Karen Armstong wrote this: to which Harris has posted a rather rude, incomplete, shallow retort in the style of his usual blanket assertions about the inanities of religion and the superiority of his New Atheism.
I am hopeful that Armstrong’s winsome depiction of Islam will shame and enlighten them, as it has me. They will discover that Hassan al-Banna and Tariq Ramadan are paragons of meliorism and wisdom, while we are ignorant bigots who know nothing of theology (of course), politics (Christopher, are you listening?), human nature (what’s to know?), or the proper limits of science (um … narrower?).
via The God Fraud : : Sam Harris.
Nice, Sam. You say : “They will discover that Hassan al-Banna and Tariq Ramadan are paragons of meliorism and wisdom” , also something Armstrong doesn’t come anywhere close to saying. So who’s being hyperbolic , here?
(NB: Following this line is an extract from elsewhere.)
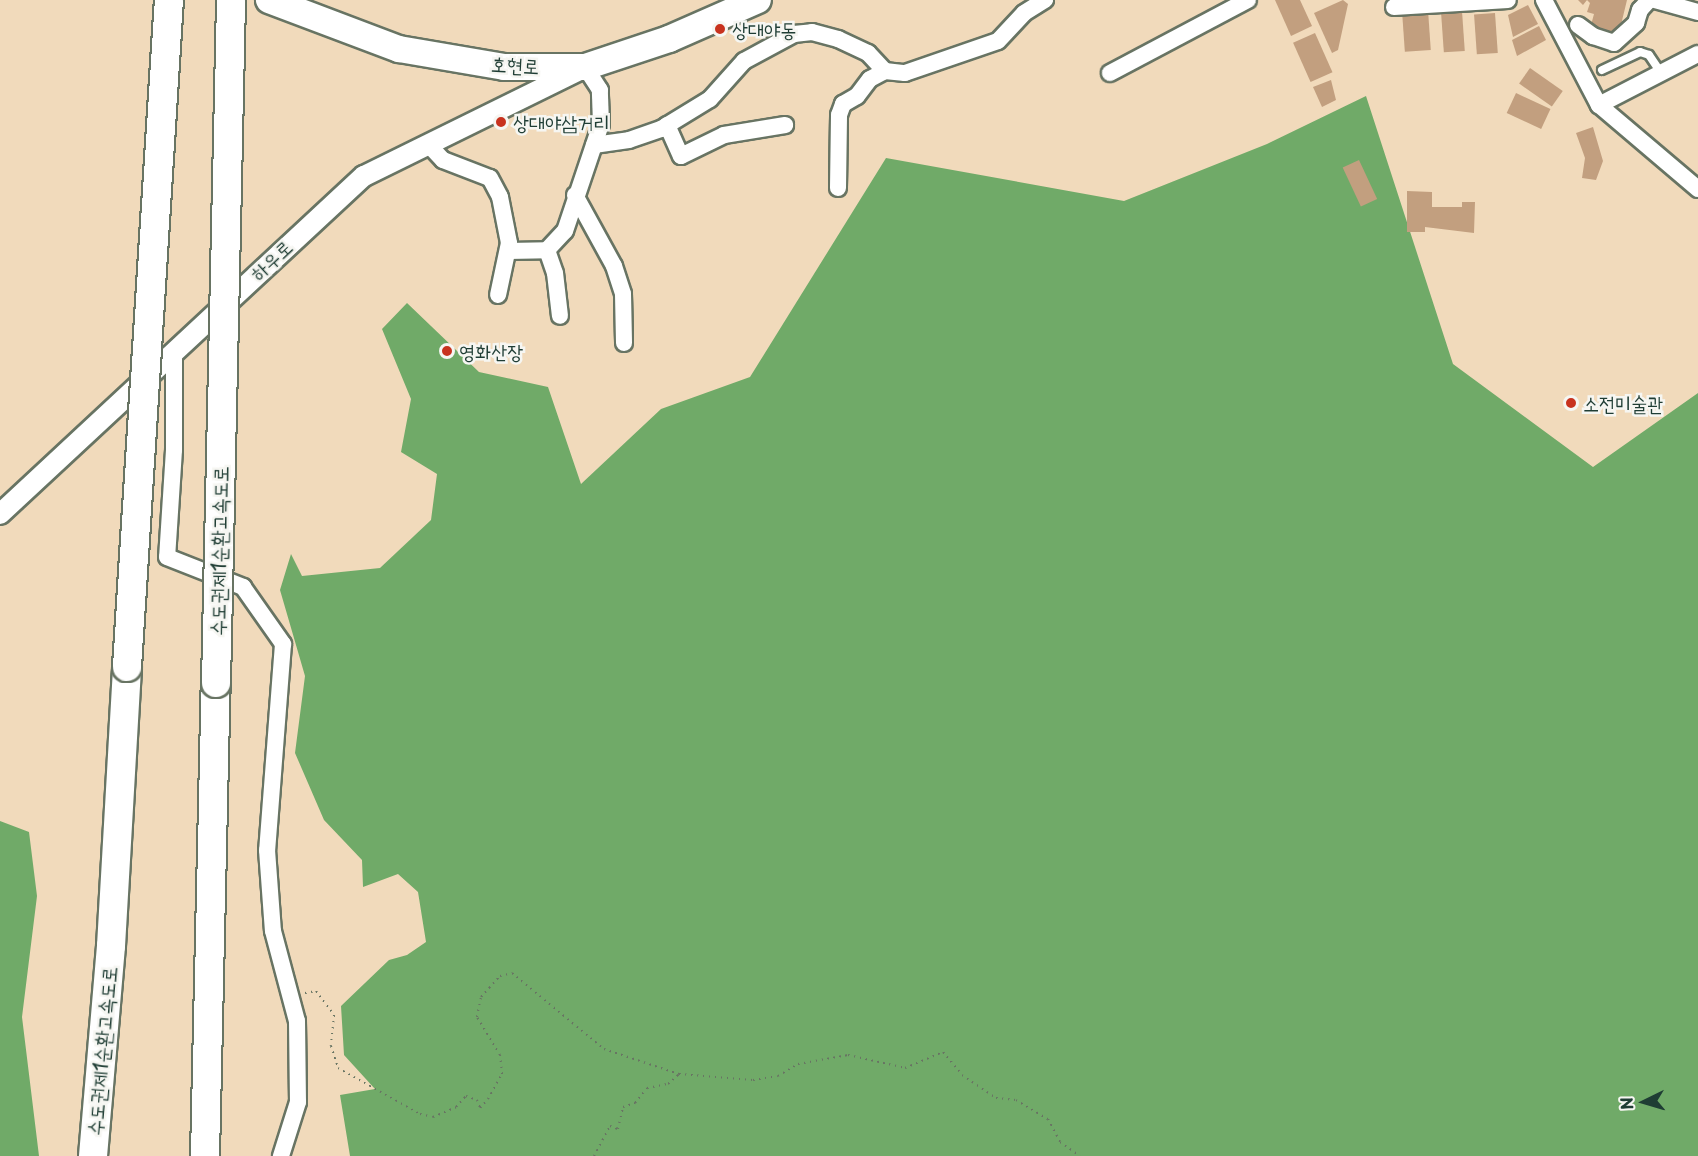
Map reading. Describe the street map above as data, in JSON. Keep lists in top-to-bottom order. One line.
{"streets":{"highway":["수도권제1순환고속도로"],"main road":["호현로"],"street":["하우로"]},"crossings":[["호현로","하우로"]],"places":["상대야동","상대야삼거리","영화산장","소전미술관"],"north":"left"}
And then , it’s right back into the straw man arguments Harris, Dawkins, and Hitchens are and were fond of:
I can’t quite remember how we got it into our heads that jihad was linked to violence. – Harris
And since Armstrong also spends a great deal of time and text exploring the ACTUAL history of “jihad” , INCLUDING the occurrences AND THE HISTORY OF THE VIOLENT STRANDS, that is a particularly OBTUSE way of scrapping her entire argument in favor of the ones you intend to perpetrate in the first place.
Then Harris launches in to his usual diatribe, cataloguing the instances of human sacrifice.
I hope that Armstrong will soon apply her capacious understanding of human nature to these phenomena.
But she did and has, Sam. But you stay with your winning narrative; ‘Winning” in it’s capacity to draw the applause of gleeful New Atheists worldwide. You seem adverse to ACTUAL socio-historical analysis.
Basically, Harris is here, as he often is, a sarcastic jerk. He detracts from any balanced philosophical, socratic approach he may well be capable of employing.
Armstrong need only reply with one answer, as she does:
Like many religious people, I do not believe in demons. I abhor violence of any kind, be it verbal or physical, religious or secular.
But Harris proceeds on as if he’s never been confronted with such obviously challenging and confronting claims. He sticks with the same , tired, applause lines.
More from Armstrong:
To identify religion with its worst manifestations, claim that they represent the whole, and then demolish the straw dog thus set up does not seem a rational or useful way of conducting this important debate.
In the past, theologians such as Rudolf Bultmann, Karl Rahner, and Paul Tillich enjoyed fruitful conversations with atheists and found their theology enriched by the encounters. We desperately need such interchange today. A truly Socratic dialogue with atheists could help to counter many of the abuses of faith that Harris so rightly deplores.
Harris is also seemingly oblivious (or conveniently obtuse) about Armstrong’s main point (yea, even in the subtitle does she point it out):
why secularism is almost as much of a threat to the world as fundamentalism
Harris simply ignores this. I also suspect that his obtuseness here is not necessarily intentional. It is a matter of simply not getting it (because he seems not to have read her at all….except that his habit of returning right back to his straw man arguments about religion could well be the culprit….but I’ll give him the benefit of the doubt and say he DID read her at length, in which case he simply reduced her to the same narrow confines that he has set out in the first place.